The report, titled “The Race for ROI,” was produced in collaboration with Censuswide. It surveyed 3,500 senior executives across ten EMEA countries. According to the findings, 66% of respondents said their organizations had achieved significant productivity increases through AI. Additionally, about one in five respondents indicated their organization has already met its ROI targets from AI-driven initiatives. Another 42% expect to see returns within 12 months in areas such as cost reduction (41%), time savings (45%), increased revenue (37%), employee satisfaction (42%), and higher Net Promoter Scores (43%).
AI agents are also expected to contribute further benefits; 92% of leaders anticipate measurable ROI from agentic AI within two years.
The sectors experiencing the largest productivity boosts include software development and IT (32%), customer service (32%), and procurement (27%). The top advantages cited were greater operational efficiency (55%), better decision-making processes (50%), and enhanced workforce capabilities through automation of repetitive tasks (48%).
However, these improvements are not consistent across all organizations. Larger companies reported higher productivity gains—72% compared to just 55% among small- and medium-sized enterprises. Public sector organizations also lagged behind, with only 55% noting substantial improvements so far.
IBM’s research suggests that businesses are increasingly using AI for strategic transformation rather than just operational improvement. Of those who reported significant gains, nearly a quarter attributed fundamental changes in their business models to AI adoption. Many respondents noted changes such as faster innovation cycles, ongoing decision-making powered by AI instead of periodic reviews, and redesigning value streams around new technology rather than automating existing steps.

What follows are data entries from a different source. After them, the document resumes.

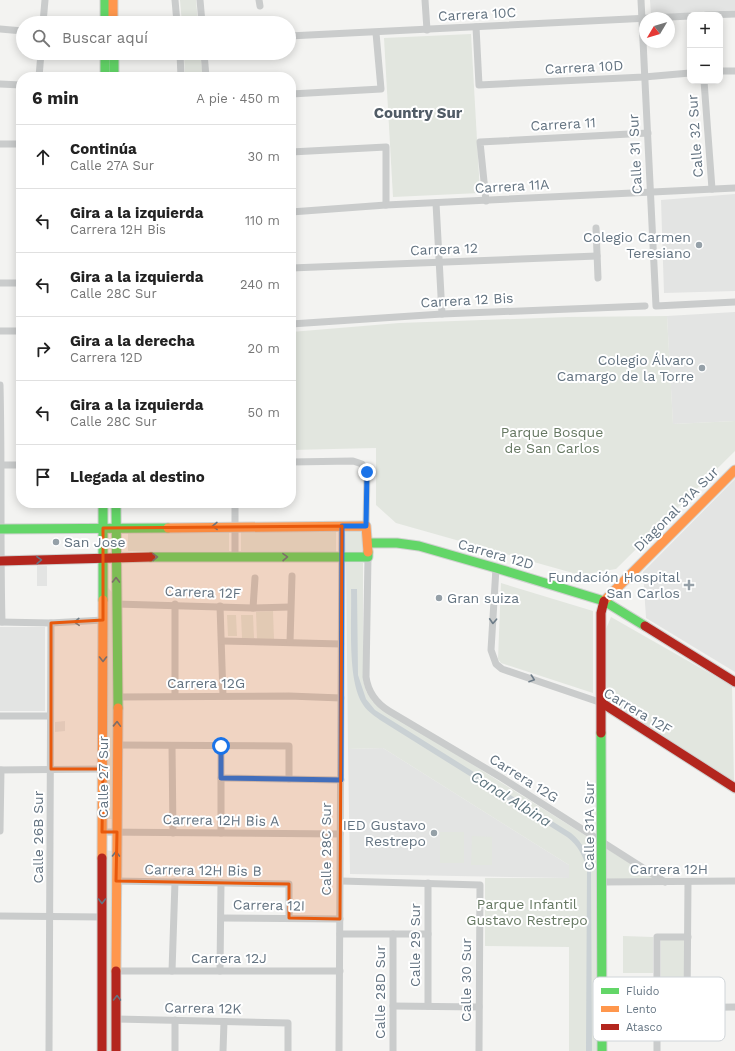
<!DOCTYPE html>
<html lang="es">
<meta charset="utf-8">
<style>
:root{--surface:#fff;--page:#f2f2f2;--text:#222;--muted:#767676;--line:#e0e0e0}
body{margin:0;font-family:"Work Sans",sans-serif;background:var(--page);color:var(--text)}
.controls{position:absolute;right:12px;top:12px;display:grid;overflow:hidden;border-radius:8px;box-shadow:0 2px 10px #0003}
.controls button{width:36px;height:36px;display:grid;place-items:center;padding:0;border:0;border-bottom:1px solid var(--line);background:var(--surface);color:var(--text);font:20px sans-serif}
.compass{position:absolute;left:639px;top:12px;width:36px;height:36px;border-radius:50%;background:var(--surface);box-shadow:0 2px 10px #0003;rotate:232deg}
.stop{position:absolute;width:12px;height:12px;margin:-9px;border:3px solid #1a73e8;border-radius:50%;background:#fff}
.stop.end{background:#1a73e8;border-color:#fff;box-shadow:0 1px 4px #0008}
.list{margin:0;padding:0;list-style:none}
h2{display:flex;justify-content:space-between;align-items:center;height:52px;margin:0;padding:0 16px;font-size:17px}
h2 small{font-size:13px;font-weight:400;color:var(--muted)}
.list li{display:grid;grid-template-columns:26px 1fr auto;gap:12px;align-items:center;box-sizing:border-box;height:64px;padding:0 16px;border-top:1px solid var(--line)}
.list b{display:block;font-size:15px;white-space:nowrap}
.list p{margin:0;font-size:13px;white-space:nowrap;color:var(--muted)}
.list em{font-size:13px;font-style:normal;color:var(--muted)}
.icon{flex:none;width:22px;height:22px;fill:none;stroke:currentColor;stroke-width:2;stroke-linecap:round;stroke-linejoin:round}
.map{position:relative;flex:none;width:735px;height:1051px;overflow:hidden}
.search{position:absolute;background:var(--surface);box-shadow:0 2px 10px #0003;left:16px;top:16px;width:280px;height:44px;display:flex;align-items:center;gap:10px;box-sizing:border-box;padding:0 14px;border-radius:22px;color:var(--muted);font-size:15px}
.panel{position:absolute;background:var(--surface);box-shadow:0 2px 10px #0003;left:16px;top:72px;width:280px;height:436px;border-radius:16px}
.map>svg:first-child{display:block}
</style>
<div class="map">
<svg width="735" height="1051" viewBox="0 0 735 1051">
<rect width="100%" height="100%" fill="#f3f3f1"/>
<g fill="#e3e4e3">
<path d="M650,0H735V10L651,15Z"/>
<path d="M735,194V291L664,293L661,200Z"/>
<path d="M735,312V421L673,424L667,316Z"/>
<path d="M735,479V672L646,618L643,572Z"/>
<rect x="37" y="566" width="10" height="20"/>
<rect x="0" y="627" width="45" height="84"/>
<path d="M65,721V731L55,732V722Z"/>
<path d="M383,748L569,865V878L350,874L348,749Z"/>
</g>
<g fill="#e2e6df">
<path d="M180,0H196L198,23H182Z"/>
<path d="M471,34L480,193L393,197L384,38Z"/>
<path d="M184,53H200L203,77H185Z"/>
<path d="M667,316L673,424L735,421V451L616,569L580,575L396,523L376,505V448L291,450V332L399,323L568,317Z"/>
<rect x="128" y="530" width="101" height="21"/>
<path d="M241,530H336V552L241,551Z"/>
<path d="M346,530H362V551H345Z"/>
<path d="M346,563H363V680L366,691L373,702L655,879H601L599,1051H569V947L485,946V878H569V865L383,748L348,749Z"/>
<path d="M501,583L593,611V693L501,663L498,659Z"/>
<path d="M106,585L114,595L113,819H106Z"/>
<path d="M273,611L274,639L257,640L256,612Z"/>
<path d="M227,615H236L237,636H228Z"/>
<path d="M241,615H253L254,638H242Z"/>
<path d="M611,617L732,686L734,782L608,700L603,636Z"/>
<rect x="440" y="832" width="24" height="31"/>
<path d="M472,836L492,837V865H471Z"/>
<path d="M105,850L112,851V1051H105Z"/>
<path d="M623,936L653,937V973H623Z"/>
<rect x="661" y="939" width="23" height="66"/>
</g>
<path fill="#cad1d4" d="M351,589H357L358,675L366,699L375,710L571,833C583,843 589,854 591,870L592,1051H586L587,870C584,857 578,845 567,837L380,720C373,715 366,710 362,703C347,678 352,620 351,589Z"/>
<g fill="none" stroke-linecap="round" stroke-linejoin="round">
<g stroke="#d0d1d0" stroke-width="11">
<g id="fast">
<path d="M105,0V23"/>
<path d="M105,53V77"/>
<path d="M114,53V77"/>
<path d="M116,503L118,708"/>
<path d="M0,529L168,528"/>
<path d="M368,543H397L419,546L496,568L604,601L645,626"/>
<path d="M151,557H368V552"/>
<path d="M103,600V503"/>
<path d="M601,733L602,1051"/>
</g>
</g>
<g stroke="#d0d1d0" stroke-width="11">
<g id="slow">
<path d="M113,0V23"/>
<path d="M168,528L366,526L368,552"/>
<path d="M604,601L735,470"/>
<path d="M102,858L103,600"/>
<path d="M116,971L118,708"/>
</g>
</g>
<g stroke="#d0d1d0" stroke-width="11">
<g id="jam">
<path d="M0,561L151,557"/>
<path d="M645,626L735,682"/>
<path d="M602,703L735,788"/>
<path d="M601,733V613L604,601"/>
<path d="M102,1051V858"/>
<path d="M116,1051V971"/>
</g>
</g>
<g stroke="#cacccc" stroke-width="7">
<path d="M175,0L177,23"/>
<path d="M200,0L202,23"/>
<path d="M259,0L260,6"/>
<path d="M425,0L427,30"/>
<path d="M641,0L656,306L735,302"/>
<path d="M706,15L735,14"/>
<path d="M43,23L45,0"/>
<path d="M476,27L479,85L644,77L690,73"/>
<path d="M0,29L23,31"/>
<path d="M289,36L690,16"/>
<path d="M180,53L181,77"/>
<path d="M204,53L206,77"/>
<path d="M720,71H735"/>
<path d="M39,77L41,53"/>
<path d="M704,81L712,189"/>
<path d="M0,84L21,85"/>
<path d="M291,94L381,89L376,33"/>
<path d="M0,144H21"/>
<path d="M291,152L386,147V205"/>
<path d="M486,201L480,142L648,133"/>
<path d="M436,203L442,314"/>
<path d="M291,212L386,205L735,188"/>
<path d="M596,228L598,278"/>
<path d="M291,268L597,256"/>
<path d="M0,283H21"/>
<path d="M291,324L442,314L645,306"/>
<path d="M0,331H21"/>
<path d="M0,385C2,464 0,543 2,622"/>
<path d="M291,462L353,461L362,464L367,472L366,526"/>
<path d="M0,465H21"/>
<path d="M235,503V556"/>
<path d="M368,557L366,677C368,692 376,703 389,711L502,778L665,882"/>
<path d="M496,568L491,650L496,664L502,669L602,703"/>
<path d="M116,604L253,608L290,607"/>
<path d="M175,604V696"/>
<path d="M220,606L223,696"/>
<path d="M253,608L255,578"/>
<path d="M0,622L51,623L103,620"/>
<path d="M222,641L341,644"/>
<path d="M290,642L292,576"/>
<path d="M118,697L289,696L341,698"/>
<path d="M0,716H50"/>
<path d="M117,745L289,746V779"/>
<path d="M172,746L173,833"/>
<path d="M0,770L103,769"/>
<path d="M221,778L341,780"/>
<path d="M0,831L1,770"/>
<path d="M102,832L340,834"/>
<path d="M221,833V746"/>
<path d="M116,881L289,884V918"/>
<path d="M341,881L480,885L479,1051"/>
<path d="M603,882L735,881"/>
<path d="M428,883V1006"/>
<path d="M0,916L102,917"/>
<path d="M222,918L340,919"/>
<path d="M340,934H428"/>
<path d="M117,971H340"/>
<path d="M172,971L175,882"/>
<path d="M220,971L221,883"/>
<path d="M393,1006L479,1007"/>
<path d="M687,1007L688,882"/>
<path d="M657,1008L735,1007"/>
<path d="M117,1019L288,1023V1051"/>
<path d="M49,1051L51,623"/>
<path d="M175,1051V1020"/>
<path d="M223,1051L224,1022"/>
<path d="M339,1051L342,526"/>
<path d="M393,1051V934"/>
<path d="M657,1051V937H688"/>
</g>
<use href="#fast" stroke="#63d668" stroke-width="9"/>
<use href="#slow" stroke="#ff974d" stroke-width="9"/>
<use href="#jam" stroke="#b3261e" stroke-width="9"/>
</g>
<defs><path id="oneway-chevron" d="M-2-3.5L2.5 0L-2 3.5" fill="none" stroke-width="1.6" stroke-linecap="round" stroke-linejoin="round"/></defs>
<g stroke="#637381">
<use href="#oneway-chevron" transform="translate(215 526) rotate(179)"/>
<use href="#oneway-chevron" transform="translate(155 557) rotate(-1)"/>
<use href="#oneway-chevron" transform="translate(285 557) rotate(-1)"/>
<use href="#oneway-chevron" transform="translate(39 560) rotate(-2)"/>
<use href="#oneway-chevron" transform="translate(116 580) rotate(-89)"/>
<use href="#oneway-chevron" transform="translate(103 659) rotate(90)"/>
<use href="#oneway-chevron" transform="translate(117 724) rotate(-88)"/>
<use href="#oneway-chevron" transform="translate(116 854) rotate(-89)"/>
<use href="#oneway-chevron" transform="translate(102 901) rotate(90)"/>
<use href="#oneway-chevron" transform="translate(117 998) rotate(-89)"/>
</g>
<g stroke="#6d7c88">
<use href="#oneway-chevron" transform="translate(493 621) rotate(93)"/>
<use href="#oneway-chevron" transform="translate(77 622) rotate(177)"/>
<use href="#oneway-chevron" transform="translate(532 679) rotate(19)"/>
</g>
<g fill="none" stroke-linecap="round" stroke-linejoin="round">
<path stroke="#1a73e8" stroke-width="5" d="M221,746V778L341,780L342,526H366L367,472"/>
</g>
<path fill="#e8590c" fill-opacity="0.2" stroke="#e8590c" stroke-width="3" stroke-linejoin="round" d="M342,526L340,919L289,918V884L116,881L117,832H102L103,769H51V623L103,620V528Z"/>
<g fill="#95a0a8" stroke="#fff" stroke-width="1.5">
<circle cx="699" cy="245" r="4"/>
<circle cx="702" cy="368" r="4"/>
<circle cx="56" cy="542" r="4"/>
<path d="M687 579h4v4h4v4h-4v4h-4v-4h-4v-4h4z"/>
<circle cx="439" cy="598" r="4"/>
<circle cx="434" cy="833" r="4"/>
</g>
<g text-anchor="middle" stroke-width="4" stroke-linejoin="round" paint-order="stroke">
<g font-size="14" fill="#637381" stroke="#fff">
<text transform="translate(477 14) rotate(-3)" y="5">Carrera 10C</text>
<text transform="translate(584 67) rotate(-3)" y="5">Carrera 10D</text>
<text transform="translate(563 124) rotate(-3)" y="5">Carrera 11</text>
<text transform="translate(695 136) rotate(-94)" y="5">Calle 32 Sur</text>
<text transform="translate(635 154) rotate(-93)" y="5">Calle 31 Sur</text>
<text transform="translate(512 186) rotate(-3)" y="5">Carrera 11A</text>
<text transform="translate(444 249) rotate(-2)" y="5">Carrera 12</text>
<text transform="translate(467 300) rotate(-3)" y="5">Carrera 12 Bis</text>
<text transform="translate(676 509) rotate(-45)" y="5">Diagonal 31A Sur</text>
<text transform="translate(496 554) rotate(16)" y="5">Carrera 12D</text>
<text transform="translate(203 592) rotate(2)" y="5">Carrera 12F</text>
<text x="206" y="688">Carrera 12G</text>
<text transform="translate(638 711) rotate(31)" y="5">Carrera 12F</text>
<text transform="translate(103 777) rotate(-90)" y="5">Calle 27 Sur</text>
<text transform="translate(524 778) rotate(32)" y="5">Carrera 12G</text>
<text transform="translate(221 820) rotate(1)" y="5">Carrera 12H Bis A</text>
<text transform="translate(589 826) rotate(-90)" y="5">Calle 31A Sur</text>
<text transform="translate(38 837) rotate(-90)" y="5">Calle 26B Sur</text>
<text transform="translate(326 849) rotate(-90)" y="5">Calle 28C Sur</text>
<text x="669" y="874">Carrera 12H</text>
<text transform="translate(203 870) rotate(1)" y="5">Carrera 12H Bis B</text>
<text transform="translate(269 905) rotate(1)" y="5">Carrera 12I</text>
<text transform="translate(415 945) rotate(-90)" y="5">Calle 29 Sur</text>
<text x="229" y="963">Carrera 12J</text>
<text transform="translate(466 980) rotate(-90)" y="5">Calle 30 Sur</text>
<text transform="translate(380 992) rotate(-90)" y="5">Calle 28D Sur</text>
<text transform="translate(203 1008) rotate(1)" y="5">Carrera 12K</text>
</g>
<g font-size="14" fill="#637381" stroke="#fff" text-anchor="end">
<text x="691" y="242">Colegio Carmen<tspan x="691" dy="16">Teresiano</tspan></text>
<text x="694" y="365">Colegio Álvaro<tspan x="694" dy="16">Camargo de la Torre</tspan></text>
<text x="64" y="547" text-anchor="start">San Jose</text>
<text x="680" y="582">Fundación Hospital<tspan x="680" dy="16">San Carlos</tspan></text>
<text x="447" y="603" text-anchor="start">Gran suiza</text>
<text x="426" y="830">IED Gustavo<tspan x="426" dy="16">Restrepo</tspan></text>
</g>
<g font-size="14" fill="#667862" stroke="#fff">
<text x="552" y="437">Parque Bosque<tspan x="552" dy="16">de San Carlos</tspan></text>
<text x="527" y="909">Parque Infantil<tspan x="527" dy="16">Gustavo Restrepo</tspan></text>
</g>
<g font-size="15" font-weight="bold" fill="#515c66" stroke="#fff">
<text x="418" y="118">Country Sur</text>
</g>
<g font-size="15" font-style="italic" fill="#5f757f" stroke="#fff">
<text transform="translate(511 799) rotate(32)" y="5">Canal Albina</text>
</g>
</g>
<rect x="593" y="977" width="132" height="64" rx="6" fill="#fff" stroke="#d0d5d9" stroke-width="1"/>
<rect x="601" y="988" width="18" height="6" fill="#63d668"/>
<rect x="601" y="1006" width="18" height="6" fill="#ff974d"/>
<rect x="601" y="1024" width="18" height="6" fill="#b3261e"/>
<g font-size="11" fill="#637381">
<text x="626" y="995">Fluido</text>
<text x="626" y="1013">Lento</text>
<text x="626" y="1031">Atasco</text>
</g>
</svg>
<div class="controls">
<button>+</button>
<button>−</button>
</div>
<svg class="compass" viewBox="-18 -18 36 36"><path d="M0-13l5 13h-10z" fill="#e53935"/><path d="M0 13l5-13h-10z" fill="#767676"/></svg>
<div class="stop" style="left:221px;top:746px"></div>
<div class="stop end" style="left:367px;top:472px"></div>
<div class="search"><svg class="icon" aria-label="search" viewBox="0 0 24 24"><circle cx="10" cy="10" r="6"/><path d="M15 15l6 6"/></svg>Buscar aquí</div>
<section class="panel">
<h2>6 min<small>A pie · 450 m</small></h2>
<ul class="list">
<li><svg class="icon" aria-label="ahead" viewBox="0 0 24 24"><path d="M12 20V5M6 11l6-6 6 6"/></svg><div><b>Continúa</b><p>Calle 27A Sur</p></div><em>30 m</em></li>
<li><svg class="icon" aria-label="left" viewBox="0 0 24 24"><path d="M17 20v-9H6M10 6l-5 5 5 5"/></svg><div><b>Gira a la izquierda</b><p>Carrera 12H Bis</p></div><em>110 m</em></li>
<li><svg class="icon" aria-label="left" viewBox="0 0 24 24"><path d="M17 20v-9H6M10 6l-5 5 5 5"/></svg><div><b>Gira a la izquierda</b><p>Calle 28C Sur</p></div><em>240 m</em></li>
<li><svg class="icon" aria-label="right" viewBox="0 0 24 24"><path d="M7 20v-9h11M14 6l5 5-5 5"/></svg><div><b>Gira a la derecha</b><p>Carrera 12D</p></div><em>20 m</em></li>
<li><svg class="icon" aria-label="left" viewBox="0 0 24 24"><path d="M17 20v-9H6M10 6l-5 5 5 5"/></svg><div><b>Gira a la izquierda</b><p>Calle 28C Sur</p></div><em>50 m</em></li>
<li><svg class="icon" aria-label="arrive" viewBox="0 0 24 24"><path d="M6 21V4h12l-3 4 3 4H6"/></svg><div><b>Llegada al destino</b></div></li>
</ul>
</section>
</div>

Nearly half of senior leaders surveyed said AI is enhancing workforce skills. They noted that time saved through increased productivity allows employees to focus more on activities like idea development, strategic planning, and creative work.
Ana Paula Assis, Senior Vice President and Chair for IBM EMEA and Growth Markets stated: “The true value of AI for business goes far beyond individual productivity – it’s about strategic transformation. Our research suggests that, while we are still in the foothills of AI adoption, enterprises in EMEA are seeing meaningful productivity gains from infusing AI into their operations, with many redesigning their business models.”
She added: “On the question of technology autonomy, the response was emphatic: enterprises want to use technology on their terms, with transparency, choice and flexibility baked in.”
Openness and interoperability emerged as key themes from the survey; 85% stressed the need for transparency in how AI systems operate ethically and responsibly. Similarly high percentages emphasized interoperability for smooth integration into existing IT environments and flexibility to adapt or switch providers as organizational needs change.
Despite progress toward achieving ROI from AI investments, concerns remain regarding security risks such as data breaches or trustworthiness of systems—68% cited these issues as barriers to wider implementation. Complexity related to integrating new tools with legacy systems was another common challenge.
To address these obstacles and maximize benefits from AI adoption, IBM’s report recommends establishing effective operating models for managing transformation projects; promoting literacy about AI at all levels; fostering adaptability amid rapid technological change; understanding regulatory risks associated with deployment; and creating internal boards focused on ethical oversight.
The study drew responses from over 3,500 senior leaders aged 25 or older across various industries including finance, public sector services, retail operations telecoms infrastructure—and energy production—in ten EMEA markets ranging from the UK to Saudi Arabia. Participants represented organizations currently using some form of artificial intelligence tools.